Comme je donne mes arguments et mes sources, je ne vois pas où vous voyez de la hâte.
Le propos des islamologues n'est pas que les hadith soient faux, mais qu'ils témoignent plus des perceptions de la communauté musulmane à une certaine époque qu'à une parole du personnage historique appelé Mahomet.
Dans cette optique, aucun n'est à rejeter a priori, puisque le fait qu'ils aient été recensé montre que certains musulmans leur accordait une part de vérité.
Le dit cité par Goldziher a une qualité : il explique le fait historique mieux le fait historique de l'explosion de la quantité de paroles de Mahomet. Il faut donc qu'il ait été tenu pour authentique par certains Musulmans à certaines époques.
A mon tour, je crains que vous condamniez sur une bien faible base, avec une vitesse excessive.
Citer :
Le travail, justement, du Mouhaddith (je n'aime pas trop ce terme de Traditioniste que vous utilisez) c'est de "recouper" les sources.
Là encore, à notre époque, c'est la tradition qui nous indique qu'ils l'ont fait correctement.
Je résume pour que vous y voyiez plus clair sur le côté "auto-référentiel" :
- La Tradition affirme que les musulmans de la première heure mémorisaient pieusement les paroles de Mahomet
- La Tradition affirme que les musulmans de la génération suivante, atteints d'une frénésie de blasphème , ont inventé toutes sortes de paroles apocryphes
- La Tradition affirme que les traditionistes ont appliqué avec rigueur et sans aucun parti pris des méthodes scientifiques pour distinguer les vrais hadith des faux, restaurant ainsi l'islam quasiment dans sa pureté originelle.
(Soit dit en passant, on retrouve le processus apparition-foisonnement de doctrines-fixation du canon orthodoxe dans toutes les religions, à commencer par le christianisme).
Donc, un historien (j'aurais dû préciser : un historien moderne) en est réduit à cette Tradition unique, a priori sans autres sources : archéologique, administrative, écrits établis dans un autre but, récits d'observateurs extérieurs...
Si quelqu'un, de nos jours, affirmait : "Grégoire de Tours était considéré comme un grand historien à son époque. Il a utilisé une méthode fiable pour obtenir ses informations. Donc : il faut accepter ces informations sans réfléchir. Qu'en penserions-nous ?"
Citer :
Est ce qu'au moins vous avez une petite connaissance des fondements des sciences du hadiths ?
Antinéa en a fait un
ici exposé très précis (je la remercie au passage).

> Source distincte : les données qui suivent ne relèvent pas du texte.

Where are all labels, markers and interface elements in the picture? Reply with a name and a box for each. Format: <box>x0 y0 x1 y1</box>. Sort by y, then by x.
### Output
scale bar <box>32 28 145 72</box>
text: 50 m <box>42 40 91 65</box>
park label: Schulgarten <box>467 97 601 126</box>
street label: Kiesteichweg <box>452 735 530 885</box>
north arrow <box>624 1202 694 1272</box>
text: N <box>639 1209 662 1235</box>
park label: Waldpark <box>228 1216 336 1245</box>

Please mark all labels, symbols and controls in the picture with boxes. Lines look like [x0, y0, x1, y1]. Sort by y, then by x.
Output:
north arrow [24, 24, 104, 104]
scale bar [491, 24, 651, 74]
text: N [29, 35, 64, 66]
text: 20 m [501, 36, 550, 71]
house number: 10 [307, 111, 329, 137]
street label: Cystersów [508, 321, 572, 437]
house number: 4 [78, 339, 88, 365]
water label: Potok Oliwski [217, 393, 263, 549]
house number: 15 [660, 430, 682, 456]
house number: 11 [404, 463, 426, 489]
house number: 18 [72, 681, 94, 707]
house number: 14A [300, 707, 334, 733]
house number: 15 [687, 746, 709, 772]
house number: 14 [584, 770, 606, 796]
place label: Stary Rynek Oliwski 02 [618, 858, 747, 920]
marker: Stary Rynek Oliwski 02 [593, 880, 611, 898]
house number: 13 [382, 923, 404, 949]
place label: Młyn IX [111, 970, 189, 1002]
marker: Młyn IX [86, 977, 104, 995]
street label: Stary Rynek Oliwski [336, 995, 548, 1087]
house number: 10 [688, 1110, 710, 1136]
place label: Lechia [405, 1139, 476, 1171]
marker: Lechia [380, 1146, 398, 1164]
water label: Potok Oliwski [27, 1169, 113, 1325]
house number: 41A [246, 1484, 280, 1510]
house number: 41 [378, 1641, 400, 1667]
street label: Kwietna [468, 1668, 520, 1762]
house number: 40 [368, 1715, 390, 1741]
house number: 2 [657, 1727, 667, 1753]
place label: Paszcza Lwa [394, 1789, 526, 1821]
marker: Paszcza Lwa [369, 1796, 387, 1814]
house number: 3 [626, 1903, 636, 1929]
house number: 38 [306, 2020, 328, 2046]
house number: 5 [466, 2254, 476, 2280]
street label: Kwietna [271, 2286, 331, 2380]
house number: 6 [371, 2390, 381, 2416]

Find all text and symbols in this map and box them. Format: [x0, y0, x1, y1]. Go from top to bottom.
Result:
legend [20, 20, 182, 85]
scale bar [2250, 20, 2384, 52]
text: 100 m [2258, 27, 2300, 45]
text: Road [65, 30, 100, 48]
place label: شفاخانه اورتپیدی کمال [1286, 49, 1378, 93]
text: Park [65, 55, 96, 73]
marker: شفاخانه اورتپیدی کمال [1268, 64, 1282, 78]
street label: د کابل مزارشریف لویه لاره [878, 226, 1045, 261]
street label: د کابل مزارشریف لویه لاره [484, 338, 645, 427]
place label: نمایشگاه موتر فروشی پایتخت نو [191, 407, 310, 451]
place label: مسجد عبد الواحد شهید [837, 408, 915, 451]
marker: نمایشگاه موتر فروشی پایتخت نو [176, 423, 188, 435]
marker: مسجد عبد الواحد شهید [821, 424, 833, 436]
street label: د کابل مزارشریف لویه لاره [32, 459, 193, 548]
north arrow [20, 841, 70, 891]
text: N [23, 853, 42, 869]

Les limites des méthodes (toute méthode en a...) sont faciles à voir :
Antinéa a écrit :
5- Les spécialistes du hadith ( muhaddithi) exigeaient :
- Une honnêteté exemplaire des transmetteurs la notoriété et la réussite entrent facilement en ligne de compte pour cela. Quel crédit apporter à des amis s'ils sont client du transmetteur ? D'autre part, le terme "ennemi" est bien vague dans un milieu agité aux alliances changeantes. Il aurait fallut établir l'honnêteté de ces amis et ennemis, et l'honnêteté des amis et ennemis de ces derniers...
- Le hadith doit être rapporté par de multiple source D'une part, les variantes signifient qu'il y a réinterprétation et non apprentissage par cœur. D'autre part, l'argument ne tient que si ces chaînes sont indépendantes, c'est-à-dire que des membres des deux chaînes n'ont pas été en contact (ou pire, en relation politique) pour que l'un puisse influencer les autres
- La ligne des transmetteurs doit être cohérente On aboutit encore à l'établissement des biographies précises pour chaque transmetteur, sachant que nous sommes dans un milieu dans lequel l'administration est encore fruste.
De plus, qu'un seul des membres de la chaîne ait adhéré à la conception citée plus haut : parole juste = parole vraie, et toute la chaîne est par terre (il peut avoir falsifié tous ses prédécesseurs). - Le vocabulaire utilisé Si un transmetteur connaît le dialecte de la Mecque, n'est-il pas capable de traduire une phrase dans ce dialecte ? S'il ne le connaît pas, peut-il rapporter la parole sans l'altérer ?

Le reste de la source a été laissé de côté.